● **Source material**:

——

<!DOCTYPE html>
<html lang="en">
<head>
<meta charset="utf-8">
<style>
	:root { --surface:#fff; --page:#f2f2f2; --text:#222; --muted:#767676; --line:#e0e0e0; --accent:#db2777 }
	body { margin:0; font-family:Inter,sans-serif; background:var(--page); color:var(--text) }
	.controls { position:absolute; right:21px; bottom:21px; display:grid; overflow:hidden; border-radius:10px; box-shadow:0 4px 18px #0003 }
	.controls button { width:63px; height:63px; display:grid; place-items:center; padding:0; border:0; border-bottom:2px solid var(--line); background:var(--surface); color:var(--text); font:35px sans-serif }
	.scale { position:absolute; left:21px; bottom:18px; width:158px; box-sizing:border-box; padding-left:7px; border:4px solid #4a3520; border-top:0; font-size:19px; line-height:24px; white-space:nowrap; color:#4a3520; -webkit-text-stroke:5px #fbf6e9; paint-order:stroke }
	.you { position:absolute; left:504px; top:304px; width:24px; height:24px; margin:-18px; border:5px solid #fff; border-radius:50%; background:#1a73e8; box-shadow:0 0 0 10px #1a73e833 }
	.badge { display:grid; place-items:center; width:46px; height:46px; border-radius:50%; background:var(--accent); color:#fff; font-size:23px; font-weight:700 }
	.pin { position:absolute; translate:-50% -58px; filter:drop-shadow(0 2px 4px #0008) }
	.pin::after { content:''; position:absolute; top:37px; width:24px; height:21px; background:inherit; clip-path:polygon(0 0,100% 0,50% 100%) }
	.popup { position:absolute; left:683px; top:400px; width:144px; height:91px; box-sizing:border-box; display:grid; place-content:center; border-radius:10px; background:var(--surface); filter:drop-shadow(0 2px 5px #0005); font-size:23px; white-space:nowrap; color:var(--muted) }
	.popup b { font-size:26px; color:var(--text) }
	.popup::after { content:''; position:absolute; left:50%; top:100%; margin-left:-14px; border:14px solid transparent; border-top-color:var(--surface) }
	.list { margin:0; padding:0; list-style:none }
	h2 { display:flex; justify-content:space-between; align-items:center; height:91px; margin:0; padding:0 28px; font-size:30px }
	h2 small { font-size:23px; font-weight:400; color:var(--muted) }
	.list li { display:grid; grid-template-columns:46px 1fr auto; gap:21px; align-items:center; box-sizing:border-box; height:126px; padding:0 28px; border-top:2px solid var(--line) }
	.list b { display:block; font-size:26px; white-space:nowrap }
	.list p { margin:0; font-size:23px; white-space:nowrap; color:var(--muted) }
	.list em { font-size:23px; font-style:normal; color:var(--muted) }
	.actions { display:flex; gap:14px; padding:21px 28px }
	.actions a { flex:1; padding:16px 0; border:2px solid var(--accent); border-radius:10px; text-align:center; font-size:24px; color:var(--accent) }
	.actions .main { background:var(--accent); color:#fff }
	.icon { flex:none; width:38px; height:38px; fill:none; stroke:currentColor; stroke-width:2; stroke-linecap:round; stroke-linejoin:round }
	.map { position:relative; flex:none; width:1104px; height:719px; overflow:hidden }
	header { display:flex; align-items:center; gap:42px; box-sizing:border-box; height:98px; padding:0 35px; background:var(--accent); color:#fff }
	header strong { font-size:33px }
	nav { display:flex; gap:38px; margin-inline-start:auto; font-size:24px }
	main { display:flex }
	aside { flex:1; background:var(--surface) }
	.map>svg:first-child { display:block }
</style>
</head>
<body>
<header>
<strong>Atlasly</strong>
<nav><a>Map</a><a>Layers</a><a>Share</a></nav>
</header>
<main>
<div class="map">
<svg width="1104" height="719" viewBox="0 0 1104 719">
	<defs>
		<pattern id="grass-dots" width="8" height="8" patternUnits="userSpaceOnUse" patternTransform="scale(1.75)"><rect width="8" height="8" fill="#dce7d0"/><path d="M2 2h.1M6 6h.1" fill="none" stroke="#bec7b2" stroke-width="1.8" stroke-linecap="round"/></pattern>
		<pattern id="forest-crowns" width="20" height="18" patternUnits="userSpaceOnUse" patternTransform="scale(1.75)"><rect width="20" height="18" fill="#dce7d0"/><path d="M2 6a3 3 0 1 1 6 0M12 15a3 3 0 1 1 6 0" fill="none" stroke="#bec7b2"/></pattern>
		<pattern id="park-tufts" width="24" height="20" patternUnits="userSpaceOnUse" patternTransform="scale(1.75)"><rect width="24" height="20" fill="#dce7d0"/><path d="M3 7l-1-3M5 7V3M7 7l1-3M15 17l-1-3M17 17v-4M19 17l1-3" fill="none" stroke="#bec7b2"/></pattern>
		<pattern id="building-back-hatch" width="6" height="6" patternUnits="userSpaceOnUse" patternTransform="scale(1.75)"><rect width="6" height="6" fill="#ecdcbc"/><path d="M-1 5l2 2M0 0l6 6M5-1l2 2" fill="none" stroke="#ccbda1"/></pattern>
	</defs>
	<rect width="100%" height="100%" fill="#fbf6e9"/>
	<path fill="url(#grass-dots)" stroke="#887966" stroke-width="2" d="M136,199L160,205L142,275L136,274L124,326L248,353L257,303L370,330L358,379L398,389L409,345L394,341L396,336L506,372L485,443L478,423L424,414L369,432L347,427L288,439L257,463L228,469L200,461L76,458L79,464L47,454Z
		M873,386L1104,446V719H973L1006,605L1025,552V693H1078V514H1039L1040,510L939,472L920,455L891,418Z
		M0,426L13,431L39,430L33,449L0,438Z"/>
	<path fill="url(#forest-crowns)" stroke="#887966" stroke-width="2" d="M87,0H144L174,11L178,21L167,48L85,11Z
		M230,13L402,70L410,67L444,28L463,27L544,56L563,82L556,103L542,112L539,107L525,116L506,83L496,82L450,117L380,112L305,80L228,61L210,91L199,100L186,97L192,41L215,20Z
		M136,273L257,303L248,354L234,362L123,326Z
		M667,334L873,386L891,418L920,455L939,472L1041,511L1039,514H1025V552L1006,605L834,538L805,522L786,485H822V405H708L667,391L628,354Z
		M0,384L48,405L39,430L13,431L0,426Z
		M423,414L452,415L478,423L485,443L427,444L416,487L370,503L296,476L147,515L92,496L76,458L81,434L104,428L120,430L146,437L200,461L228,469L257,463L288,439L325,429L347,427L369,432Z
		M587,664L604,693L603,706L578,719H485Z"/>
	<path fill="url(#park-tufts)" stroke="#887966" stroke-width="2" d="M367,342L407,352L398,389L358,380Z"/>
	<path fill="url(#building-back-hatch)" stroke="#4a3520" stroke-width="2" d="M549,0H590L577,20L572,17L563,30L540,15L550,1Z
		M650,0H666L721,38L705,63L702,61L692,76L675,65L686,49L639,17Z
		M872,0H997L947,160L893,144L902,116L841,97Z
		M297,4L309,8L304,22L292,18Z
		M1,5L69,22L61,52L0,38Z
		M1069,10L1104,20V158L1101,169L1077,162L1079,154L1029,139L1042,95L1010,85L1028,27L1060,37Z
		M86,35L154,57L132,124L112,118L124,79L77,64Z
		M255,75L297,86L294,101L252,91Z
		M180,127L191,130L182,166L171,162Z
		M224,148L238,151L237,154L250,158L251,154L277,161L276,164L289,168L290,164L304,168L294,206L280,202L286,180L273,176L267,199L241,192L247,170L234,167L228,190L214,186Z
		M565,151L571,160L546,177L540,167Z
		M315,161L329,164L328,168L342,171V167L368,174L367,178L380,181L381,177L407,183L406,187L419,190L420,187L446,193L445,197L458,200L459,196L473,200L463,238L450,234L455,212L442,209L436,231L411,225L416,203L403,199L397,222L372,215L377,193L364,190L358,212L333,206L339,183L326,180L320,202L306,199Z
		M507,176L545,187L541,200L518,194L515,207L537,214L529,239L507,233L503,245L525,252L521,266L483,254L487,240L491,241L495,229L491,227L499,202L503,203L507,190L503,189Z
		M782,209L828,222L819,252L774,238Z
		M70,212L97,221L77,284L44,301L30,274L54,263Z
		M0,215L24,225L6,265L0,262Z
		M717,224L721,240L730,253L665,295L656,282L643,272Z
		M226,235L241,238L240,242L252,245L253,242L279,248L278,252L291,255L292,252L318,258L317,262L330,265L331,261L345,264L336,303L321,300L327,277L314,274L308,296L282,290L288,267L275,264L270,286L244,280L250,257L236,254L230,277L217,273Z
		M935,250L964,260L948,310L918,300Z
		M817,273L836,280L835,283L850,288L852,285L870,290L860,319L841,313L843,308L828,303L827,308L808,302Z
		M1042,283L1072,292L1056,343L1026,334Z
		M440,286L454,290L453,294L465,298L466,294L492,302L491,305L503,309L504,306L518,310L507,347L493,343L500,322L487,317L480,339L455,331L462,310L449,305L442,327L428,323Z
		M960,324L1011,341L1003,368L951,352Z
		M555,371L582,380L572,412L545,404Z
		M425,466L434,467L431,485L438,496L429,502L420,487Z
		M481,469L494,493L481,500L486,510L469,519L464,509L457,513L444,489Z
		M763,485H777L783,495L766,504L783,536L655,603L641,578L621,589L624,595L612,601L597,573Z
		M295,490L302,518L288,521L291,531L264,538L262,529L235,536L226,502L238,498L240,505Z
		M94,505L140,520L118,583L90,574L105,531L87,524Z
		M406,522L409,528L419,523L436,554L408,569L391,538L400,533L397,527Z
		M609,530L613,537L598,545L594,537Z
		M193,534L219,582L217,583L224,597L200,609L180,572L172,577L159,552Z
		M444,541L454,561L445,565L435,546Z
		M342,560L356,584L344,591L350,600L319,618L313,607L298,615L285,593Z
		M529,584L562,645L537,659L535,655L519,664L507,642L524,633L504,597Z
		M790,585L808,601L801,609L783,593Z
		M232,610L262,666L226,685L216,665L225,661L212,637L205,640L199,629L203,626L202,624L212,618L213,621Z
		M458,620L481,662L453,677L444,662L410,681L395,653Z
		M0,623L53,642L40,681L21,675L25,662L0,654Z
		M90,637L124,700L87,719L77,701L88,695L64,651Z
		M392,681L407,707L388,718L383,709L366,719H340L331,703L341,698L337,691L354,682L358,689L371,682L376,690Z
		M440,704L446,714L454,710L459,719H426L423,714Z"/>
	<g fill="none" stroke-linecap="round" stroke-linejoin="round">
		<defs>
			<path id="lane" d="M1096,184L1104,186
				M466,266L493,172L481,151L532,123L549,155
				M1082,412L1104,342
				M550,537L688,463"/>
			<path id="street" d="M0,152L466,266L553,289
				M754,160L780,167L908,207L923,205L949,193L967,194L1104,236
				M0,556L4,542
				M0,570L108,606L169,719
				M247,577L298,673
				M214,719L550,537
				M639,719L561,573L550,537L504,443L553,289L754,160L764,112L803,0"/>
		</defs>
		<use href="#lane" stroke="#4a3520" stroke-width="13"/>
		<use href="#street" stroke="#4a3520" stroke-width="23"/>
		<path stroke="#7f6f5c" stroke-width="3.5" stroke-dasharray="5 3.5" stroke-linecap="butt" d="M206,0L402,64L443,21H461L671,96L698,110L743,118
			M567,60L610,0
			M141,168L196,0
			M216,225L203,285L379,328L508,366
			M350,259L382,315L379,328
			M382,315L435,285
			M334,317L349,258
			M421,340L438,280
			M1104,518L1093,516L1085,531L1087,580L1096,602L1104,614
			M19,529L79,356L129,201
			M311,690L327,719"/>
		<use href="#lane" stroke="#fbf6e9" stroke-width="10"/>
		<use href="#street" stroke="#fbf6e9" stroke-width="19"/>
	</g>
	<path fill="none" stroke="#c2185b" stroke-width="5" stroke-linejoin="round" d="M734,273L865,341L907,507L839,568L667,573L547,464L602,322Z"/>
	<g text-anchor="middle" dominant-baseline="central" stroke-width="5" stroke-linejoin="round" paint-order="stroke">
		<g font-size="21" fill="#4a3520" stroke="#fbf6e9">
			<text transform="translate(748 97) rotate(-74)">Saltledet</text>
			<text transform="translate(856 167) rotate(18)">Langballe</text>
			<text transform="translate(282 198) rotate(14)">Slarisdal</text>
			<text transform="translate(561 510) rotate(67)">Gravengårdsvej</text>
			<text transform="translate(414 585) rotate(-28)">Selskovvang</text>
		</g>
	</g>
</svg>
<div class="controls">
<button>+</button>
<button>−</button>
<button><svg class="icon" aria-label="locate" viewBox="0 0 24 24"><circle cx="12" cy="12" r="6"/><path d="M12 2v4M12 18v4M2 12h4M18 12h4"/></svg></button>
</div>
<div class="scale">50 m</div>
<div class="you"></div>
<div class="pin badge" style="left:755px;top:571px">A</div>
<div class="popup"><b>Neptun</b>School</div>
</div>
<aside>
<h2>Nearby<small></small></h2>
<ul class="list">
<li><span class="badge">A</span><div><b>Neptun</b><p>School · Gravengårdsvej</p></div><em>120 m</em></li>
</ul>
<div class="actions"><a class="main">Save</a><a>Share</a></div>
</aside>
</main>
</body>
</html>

——

● **Task requirements**:
Reprint the data above from the opening line to the line holding "position:absolute; right:21px; bottom:21px;", inclusive, and nothing else.

● **Exercise response**:
<!DOCTYPE html>
<html lang="en">
<head>
<meta charset="utf-8">
<style>
	:root { --surface:#fff; --page:#f2f2f2; --text:#222; --muted:#767676; --line:#e0e0e0; --accent:#db2777 }
	body { margin:0; font-family:Inter,sans-serif; background:var(--page); color:var(--text) }
	.controls { position:absolute; right:21px; bottom:21px; display:grid; overflow:hidden; border-radius:10px; box-shadow:0 4px 18px #0003 }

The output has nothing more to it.